Nesse cenário, três ingredientes ganham corpo e podem ser definitivos para a vitória de um candidato em detrimento de outro: as coligações que garantem tempo de propaganda na TV; o marketing eleitoral, que tenta romper com a rejeição e talhar o bom desempenho dos postulantes em debates televisivos e as pesquisas de opinião.

Em entrevista a GGN na última segunda (3), Quaresemin lembrou que, no caso de São Paulo, embora todas as pesquisas indicassem o crescimento de Doria, nenhum instituto conseguir antecipar sua vitória logo no primeiro turno.

Mas tão interessante quanto analisar os resultados das urnas traçando um paralelo com a eficácia das pesquisas, disse Quaresemin, é buscar compreender o impacto e o papel político dessas sondagens.

“Quando você tem um candidato crescendo e na frente nas pesquisas, as pessoas indecisas têm duas possibilidades: ou ela votam em quem está na frente ou, não se identificando com este candidato, votam branco e nulo. Para entender os objetivos dessas pesquisas é preciso observar quem paga por elas, quais são seus objetivos, como são elaborados os questionários para coleta desses dados, entre outras questões”, sugeriu a especialista.

Um caso alarmante de manipulação de questionário com fins políticos foi protagonizado pelo Instituto Datafolha. Como o GGN mostrou em julho, todas as vezes em que a empresa foi a campo, contratada pela Folha de S. Paulo, para aferir a popularidade de Dilma Rousseff em meio ao processo de impeachment e perguntar ao entrevistado se ela deveria ser derrubada pelo Congresso, o motivo usado foi político, a operação Lava Jato, e não técnico, o suposto crime de responsabilidade fiscal. (Leia mais aqui)

Quaresemin chamou atenção para a possibilidade de inexistir isenção em torno da publicação das pesquisas, na maioria das vezes contratadas por veículos de comunicação que pautam diariamente o noticiário, alternando-se entre blindar e colocar na berlinda um ou outro governante, o que influencia na popularidade aferida nos estudos. “Os mesmos institutos que avaliam as administrações são os que fazem as pesquisas eleitorais. Mas quais têm isenção, de fato, para apresentar os resultados?”, indagou.
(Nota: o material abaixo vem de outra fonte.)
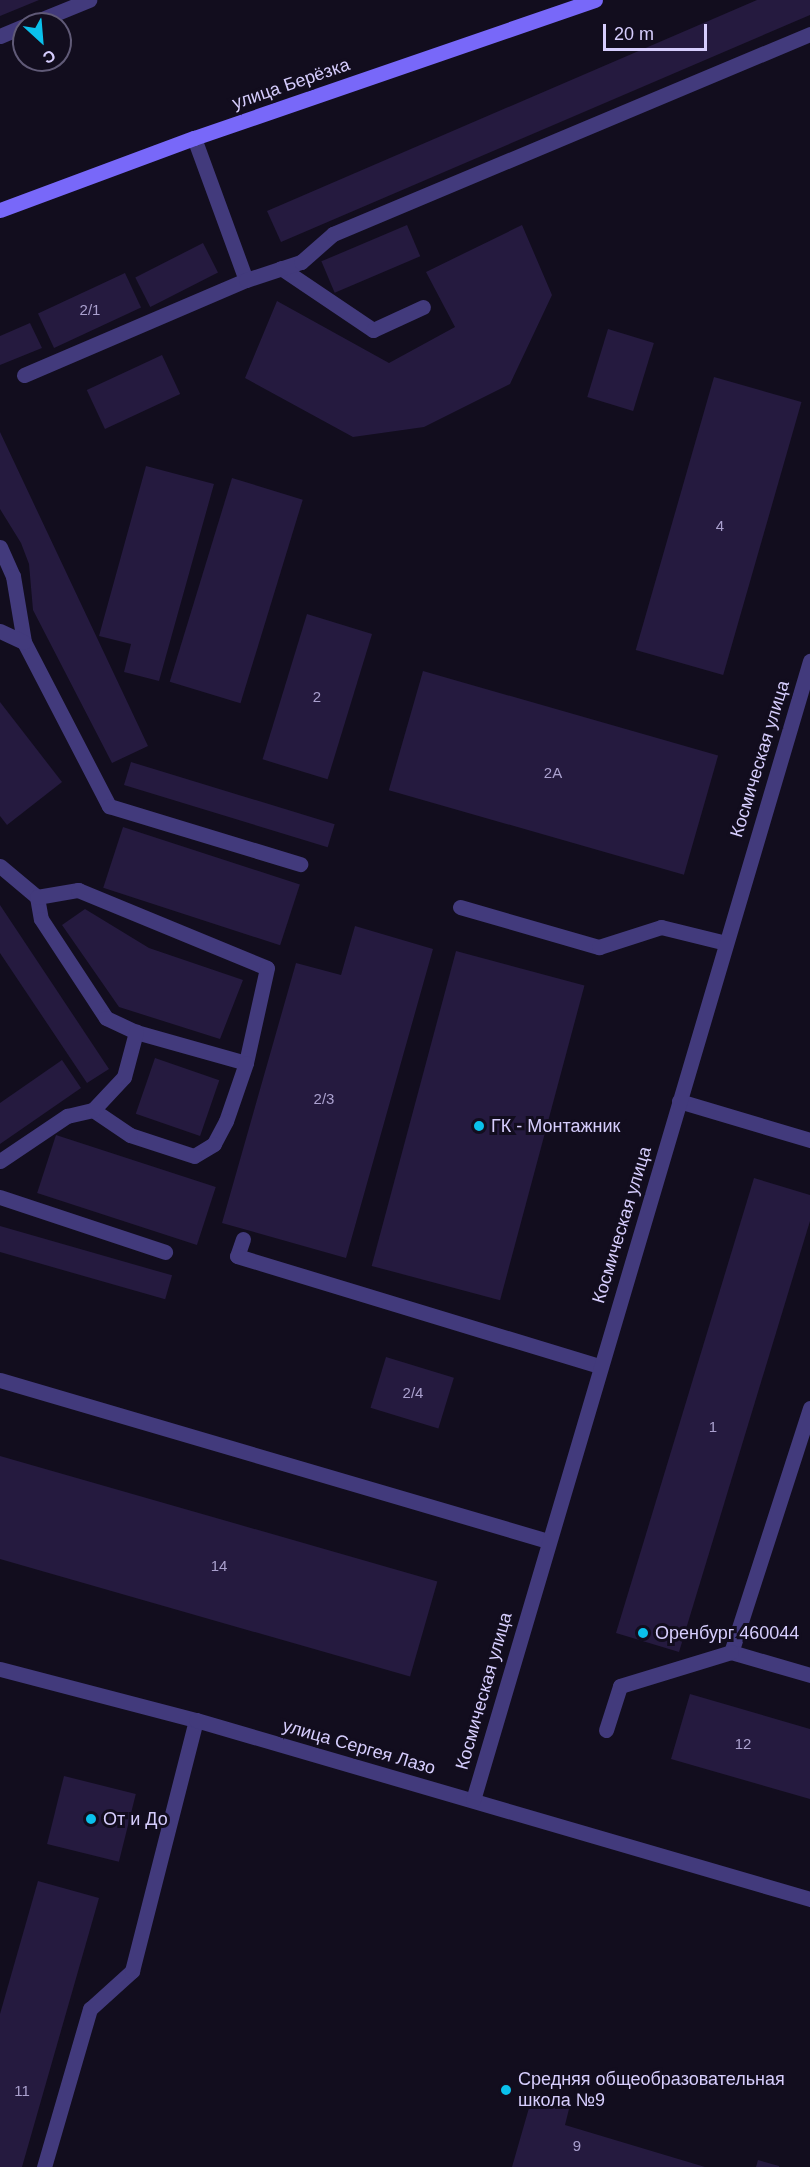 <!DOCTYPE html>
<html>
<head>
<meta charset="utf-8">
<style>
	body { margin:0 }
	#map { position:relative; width:810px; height:2167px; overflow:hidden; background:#120d1e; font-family:Helvetica,sans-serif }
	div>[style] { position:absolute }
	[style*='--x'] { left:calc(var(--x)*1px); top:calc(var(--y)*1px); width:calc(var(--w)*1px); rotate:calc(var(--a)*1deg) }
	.building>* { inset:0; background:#251a3f; transform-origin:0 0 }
	.service>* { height:15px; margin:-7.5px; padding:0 7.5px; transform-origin:7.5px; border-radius:7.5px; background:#423a7c }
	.minor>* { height:15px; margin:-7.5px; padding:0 7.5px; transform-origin:7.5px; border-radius:7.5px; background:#423a7c }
	.secondary>* { height:15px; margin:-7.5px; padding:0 7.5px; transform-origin:7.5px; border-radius:7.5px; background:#7868f9 }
	.dots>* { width:16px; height:16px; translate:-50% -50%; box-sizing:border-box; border:3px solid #120d1e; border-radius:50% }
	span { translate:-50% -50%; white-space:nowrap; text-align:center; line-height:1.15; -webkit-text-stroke:6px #120d1e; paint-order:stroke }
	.number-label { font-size:15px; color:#aaa0ce }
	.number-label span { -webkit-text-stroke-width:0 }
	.street-label { font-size:18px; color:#d6cdfd }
	.poi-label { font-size:18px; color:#d6cdfd }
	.left { translate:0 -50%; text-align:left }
	.north { position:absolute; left:12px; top:12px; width:60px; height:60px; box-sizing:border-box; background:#120d1e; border:2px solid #605a77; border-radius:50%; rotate:154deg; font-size:16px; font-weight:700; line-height:24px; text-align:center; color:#d6cdfd }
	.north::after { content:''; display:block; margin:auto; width:21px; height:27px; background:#0ac1ec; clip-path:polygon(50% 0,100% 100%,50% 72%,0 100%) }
	.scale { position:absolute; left:603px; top:24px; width:104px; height:27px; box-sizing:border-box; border:3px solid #d6cdfd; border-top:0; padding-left:8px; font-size:18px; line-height:21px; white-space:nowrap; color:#d6cdfd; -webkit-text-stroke:4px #120d1e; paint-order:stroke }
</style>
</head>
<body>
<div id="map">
	<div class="building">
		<div style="clip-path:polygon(0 0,39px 0,0 16px)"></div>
		<div style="clip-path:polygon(757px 0,810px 0,810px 15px,281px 242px,267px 211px)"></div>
		<div style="left:407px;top:225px;width:34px;height:93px;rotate:67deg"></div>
		<div style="clip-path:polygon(522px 225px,552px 295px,510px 384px,424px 427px,353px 437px,245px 378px,277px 301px,389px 363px,455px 327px,426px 272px)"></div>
		<div style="left:203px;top:243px;width:33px;height:76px;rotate:63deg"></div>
		<div style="left:125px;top:273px;width:38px;height:96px;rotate:65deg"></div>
		<div style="clip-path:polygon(30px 323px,42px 348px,0 365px,0 336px)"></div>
		<div style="left:608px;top:329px;width:48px;height:71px;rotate:17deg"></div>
		<div style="left:162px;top:355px;width:43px;height:83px;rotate:65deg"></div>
		<div style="left:714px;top:377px;width:91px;height:284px;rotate:16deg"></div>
		<div style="clip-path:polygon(0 432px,148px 746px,112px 763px,33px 610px,29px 564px,21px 543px,0 509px)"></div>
		<div style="clip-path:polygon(146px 466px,214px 484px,159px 681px,124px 672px,131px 644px,99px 636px)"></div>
		<div style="left:232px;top:478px;width:74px;height:213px;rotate:17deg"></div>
		<div style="left:307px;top:614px;width:68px;height:152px;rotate:17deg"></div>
		<div style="left:423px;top:671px;width:307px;height:124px;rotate:16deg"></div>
		<div style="clip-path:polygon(0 702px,62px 782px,7px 825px,0 816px)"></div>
		<div style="left:131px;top:762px;width:213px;height:24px;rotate:17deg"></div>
		<div style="left:123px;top:827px;width:186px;height:64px;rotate:18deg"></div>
		<div style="clip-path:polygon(0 905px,109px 1069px,87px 1083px,0 953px)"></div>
		<div style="clip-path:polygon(85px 909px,149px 948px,243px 980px,220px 1039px,119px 1007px,62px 925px)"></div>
		<div style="clip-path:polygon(355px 926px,433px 949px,346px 1258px,222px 1223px,296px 963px,341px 975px)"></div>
		<div style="left:456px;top:951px;width:133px;height:326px;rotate:15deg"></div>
		<div style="left:155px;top:1058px;width:68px;height:59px;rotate:19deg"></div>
		<div style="clip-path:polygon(62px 1060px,81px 1088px,0 1144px,0 1103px)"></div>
		<div style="left:56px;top:1135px;width:168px;height:61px;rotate:18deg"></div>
		<div style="clip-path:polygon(754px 1178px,810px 1195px,810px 1221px,679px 1652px,616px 1633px)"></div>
		<div style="left:0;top:1226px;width:179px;height:25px;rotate:16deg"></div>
		<div style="left:386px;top:1357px;width:71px;height:53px;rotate:17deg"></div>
		<div style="left:0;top:1456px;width:455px;height:99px;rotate:16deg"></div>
		<div style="clip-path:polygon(690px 1694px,810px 1729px,810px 1799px,671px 1759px)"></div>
		<div style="left:64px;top:1776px;width:74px;height:70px;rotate:14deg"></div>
		<div style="clip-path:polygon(38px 1881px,99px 1898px,22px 2167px,0 2167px,0 2014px)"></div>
		<div style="clip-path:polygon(533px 2094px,570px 2105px,565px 2125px,705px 2167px,512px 2167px)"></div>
		<div style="clip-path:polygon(758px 2160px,779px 2166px,779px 2167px,756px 2167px)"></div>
	</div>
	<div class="service">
		<div style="--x:30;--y:24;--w:64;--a:-22.1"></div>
		<div style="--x:0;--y:36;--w:26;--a:-23"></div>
		<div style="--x:194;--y:138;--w:151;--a:69.9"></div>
		<div style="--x:281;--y:268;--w:111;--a:34"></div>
		<div style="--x:373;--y:330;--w:55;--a:-24.7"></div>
		<div style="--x:24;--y:375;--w:241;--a:-23.2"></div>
		<div style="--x:246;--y:280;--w:58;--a:-18.1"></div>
		<div style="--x:301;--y:262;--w:43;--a:-41.2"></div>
		<div style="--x:333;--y:234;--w:517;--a:-22.75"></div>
		<div style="--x:0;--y:547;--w:32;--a:66"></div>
		<div style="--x:13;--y:576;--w:67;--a:80.5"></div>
		<div style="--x:24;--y:642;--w:185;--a:62.6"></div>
		<div style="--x:109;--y:806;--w:200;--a:16.9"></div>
		<div style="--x:0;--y:631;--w:26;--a:25"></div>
		<div style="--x:0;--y:866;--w:48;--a:40"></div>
		<div style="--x:37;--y:897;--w:22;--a:80"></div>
		<div style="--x:41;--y:919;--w:118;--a:56.7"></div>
		<div style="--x:106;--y:1018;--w:33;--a:25"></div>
		<div style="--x:136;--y:1032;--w:114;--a:15.7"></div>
		<div style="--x:37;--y:897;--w:42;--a:-9.7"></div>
		<div style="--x:78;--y:890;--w:204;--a:22.4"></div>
		<div style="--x:267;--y:968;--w:97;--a:102.5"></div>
		<div style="--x:246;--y:1063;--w:61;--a:109"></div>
		<div style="--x:226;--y:1121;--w:26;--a:118"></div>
		<div style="--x:214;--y:1144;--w:23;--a:149"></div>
		<div style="--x:194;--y:1156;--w:67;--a:-161.8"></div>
		<div style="--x:130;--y:1135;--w:45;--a:-146"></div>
		<div style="--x:460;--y:907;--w:145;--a:16.1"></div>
		<div style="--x:599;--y:947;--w:65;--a:-17.9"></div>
		<div style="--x:661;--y:927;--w:67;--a:13.8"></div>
		<div style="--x:679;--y:1101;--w:137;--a:16.6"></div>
		<div style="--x:0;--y:1161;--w:81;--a:-33.9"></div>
		<div style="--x:67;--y:1116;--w:27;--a:-13"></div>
		<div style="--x:93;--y:1110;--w:45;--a:-46.8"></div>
		<div style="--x:124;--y:1077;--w:47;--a:-75.1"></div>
		<div style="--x:0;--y:1197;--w:174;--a:18.4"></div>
		<div style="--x:243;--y:1239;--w:18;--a:109"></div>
		<div style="--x:237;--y:1256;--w:379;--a:16.9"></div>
		<div style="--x:0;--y:1380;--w:571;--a:16.37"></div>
		<div style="--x:810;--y:1408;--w:256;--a:107.9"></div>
		<div style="--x:731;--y:1652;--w:82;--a:16.2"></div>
		<div style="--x:606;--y:1730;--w:46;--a:-72.3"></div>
		<div style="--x:620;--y:1686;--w:116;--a:-17"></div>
		<div style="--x:44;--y:2167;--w:165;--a:-73.8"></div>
		<div style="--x:90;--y:2009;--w:57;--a:-42.1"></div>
		<div style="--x:132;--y:1971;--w:259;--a:-75.7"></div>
	</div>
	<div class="minor">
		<div style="--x:0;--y:1669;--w:203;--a:14.6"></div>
		<div style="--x:196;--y:1720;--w:640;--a:16.25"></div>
		<div style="--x:473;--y:1800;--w:1188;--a:-73.52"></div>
	</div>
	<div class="secondary">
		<div style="--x:0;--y:210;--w:207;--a:-20.4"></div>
		<div style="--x:194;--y:138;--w:424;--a:-19"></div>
	</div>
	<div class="dots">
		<div style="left:479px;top:1126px;background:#0ac1ec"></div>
		<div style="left:643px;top:1633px;background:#0ac1ec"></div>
		<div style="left:91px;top:1819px;background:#0ac1ec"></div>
		<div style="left:506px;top:2090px;background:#0ac1ec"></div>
	</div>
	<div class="number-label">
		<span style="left:90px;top:310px">2/1</span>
		<span style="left:720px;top:526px">4</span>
		<span style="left:317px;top:697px">2</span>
		<span style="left:553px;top:773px">2А</span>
		<span style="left:324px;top:1099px">2/3</span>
		<span style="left:413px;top:1393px">2/4</span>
		<span style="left:713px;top:1427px">1</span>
		<span style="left:219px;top:1566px">14</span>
		<span style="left:743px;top:1744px">12</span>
		<span style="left:22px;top:2091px">11</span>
		<span style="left:577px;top:2146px">9</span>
	</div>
	<div class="street-label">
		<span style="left:291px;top:84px;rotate:-19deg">улица Берёзка</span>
		<span style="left:760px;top:759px;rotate:-73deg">Космическая улица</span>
		<span style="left:622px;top:1225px;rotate:-73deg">Космическая улица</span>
		<span style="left:484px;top:1691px;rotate:-74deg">Космическая улица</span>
		<span style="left:359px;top:1747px;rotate:16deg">улица Сергея Лазо</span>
	</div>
	<div class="poi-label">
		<span class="left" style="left:491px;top:1126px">ГК - Монтажник</span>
		<span class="left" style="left:655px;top:1633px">Оренбург 460044</span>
		<span class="left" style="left:103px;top:1819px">От и До</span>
		<span class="left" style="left:518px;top:2090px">Средняя общеобразовательная<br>школа №9</span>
	</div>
	<div class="north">С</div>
	<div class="scale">20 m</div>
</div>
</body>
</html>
Quando o The Intercept, com ajuda de blogs independentes, expôs a fraude na edição de pesquisa do Datafolha pelo seu contratante, a Folha de S. Paulo, escancarou-se a falta de isenção do veículo em relação ao atual governo. O jornal manipulou a edição para fazer parecer que Michel Temer detinha legitimidade no cargo, enquanto quase 60% da população, de acordo com a sondagem, indicaram que não, que preferiam novas eleições.